# Task prompt
Give back every line of the data exactly. Pictures are not part of the copy.

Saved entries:
########
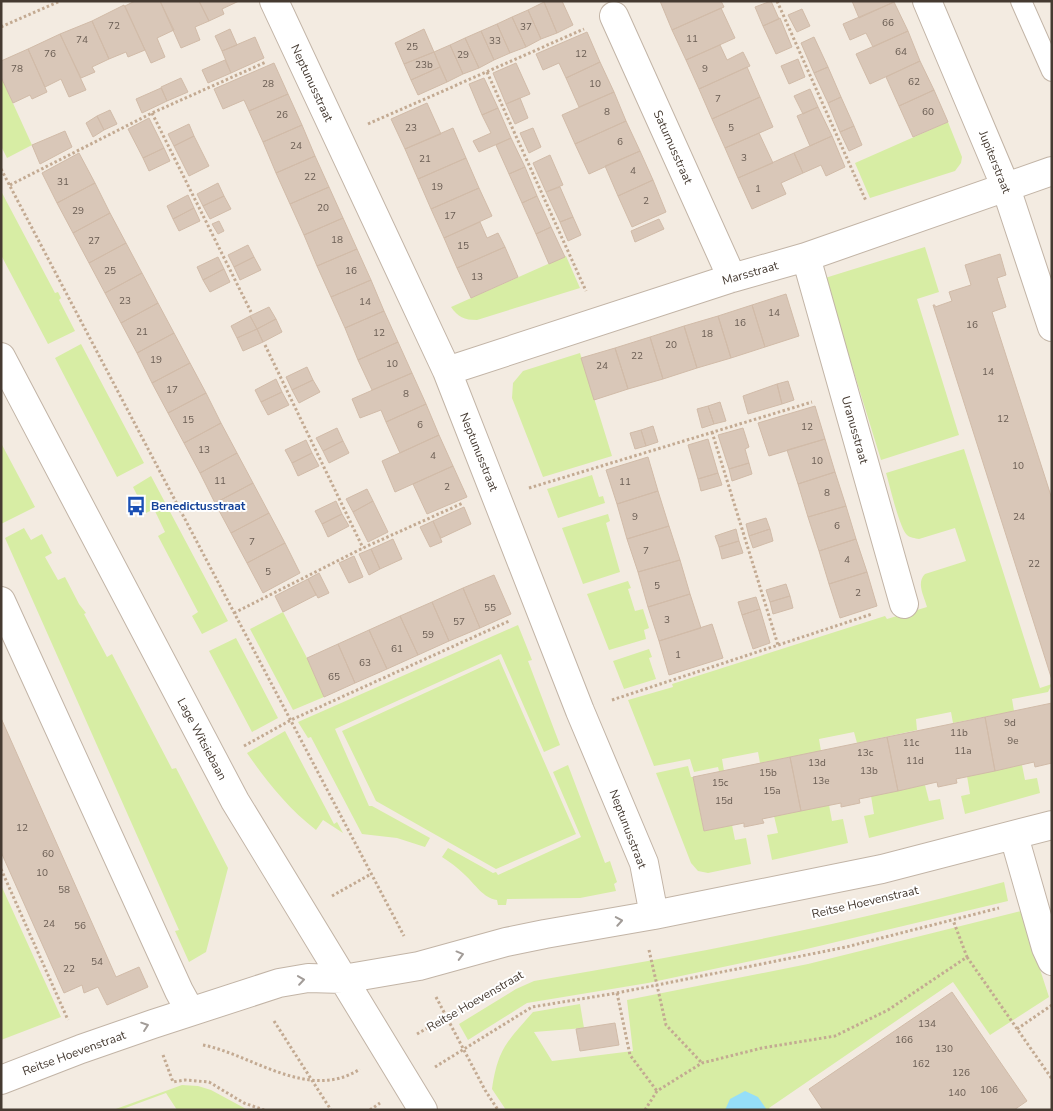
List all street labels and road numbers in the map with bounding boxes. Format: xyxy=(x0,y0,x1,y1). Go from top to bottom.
street label: Neptunusstraat xyxy=(287,42,337,125)
street label: Saturnusstraat xyxy=(650,107,697,187)
street label: Jupiterstraat xyxy=(975,127,1015,196)
street label: Marsstraat xyxy=(720,257,781,289)
street label: Uranusstraat xyxy=(838,394,873,466)
street label: Neptunusstraat xyxy=(456,410,502,494)
street label: Lage Witsiebaan xyxy=(174,695,230,783)
street label: Neptunusstraat xyxy=(606,787,651,872)
street label: Reitse Hoevenstraat xyxy=(810,882,921,922)
street label: Reitse Hoevenstraat xyxy=(424,966,527,1035)
street label: Reitse Hoevenstraat xyxy=(20,1027,129,1079)

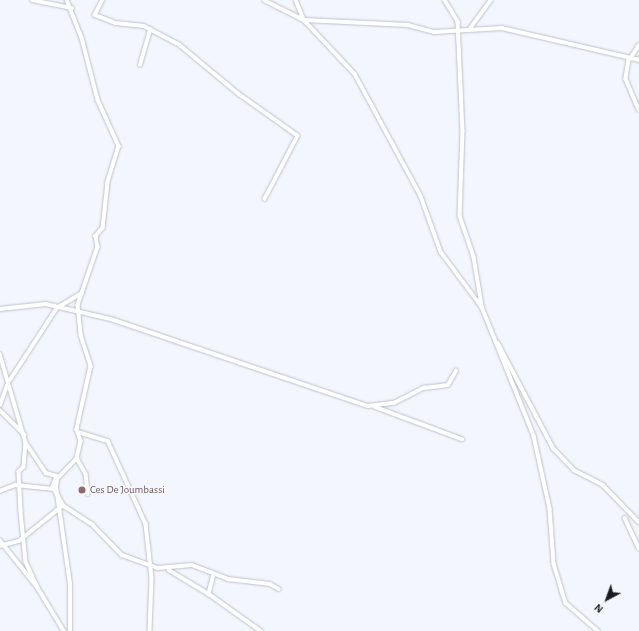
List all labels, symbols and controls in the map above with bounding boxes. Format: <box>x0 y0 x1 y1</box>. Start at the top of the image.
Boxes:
place label: Ces De Joumbassi <box>90 483 165 497</box>
marker: Ces De Joumbassi <box>77 485 87 495</box>
north arrow <box>587 579 627 619</box>
text: N <box>592 602 605 615</box>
########
# Answer to the problem
List all street labels and road numbers in the map with bounding boxes. Format: xyxy=(x0,y0,x1,y1). Go from top to bottom.
street label: Neptunusstraat xyxy=(287,42,337,125)
street label: Saturnusstraat xyxy=(650,107,697,187)
street label: Jupiterstraat xyxy=(975,127,1015,196)
street label: Marsstraat xyxy=(720,257,781,289)
street label: Uranusstraat xyxy=(838,394,873,466)
street label: Neptunusstraat xyxy=(456,410,502,494)
street label: Lage Witsiebaan xyxy=(174,695,230,783)
street label: Neptunusstraat xyxy=(606,787,651,872)
street label: Reitse Hoevenstraat xyxy=(810,882,921,922)
street label: Reitse Hoevenstraat xyxy=(424,966,527,1035)
street label: Reitse Hoevenstraat xyxy=(20,1027,129,1079)

List all labels, symbols and controls in the map above with bounding boxes. Format: <box>x0 y0 x1 y1</box>. Start at the top of the image.
Boxes:
place label: Ces De Joumbassi <box>90 483 165 497</box>
marker: Ces De Joumbassi <box>77 485 87 495</box>
north arrow <box>587 579 627 619</box>
text: N <box>592 602 605 615</box>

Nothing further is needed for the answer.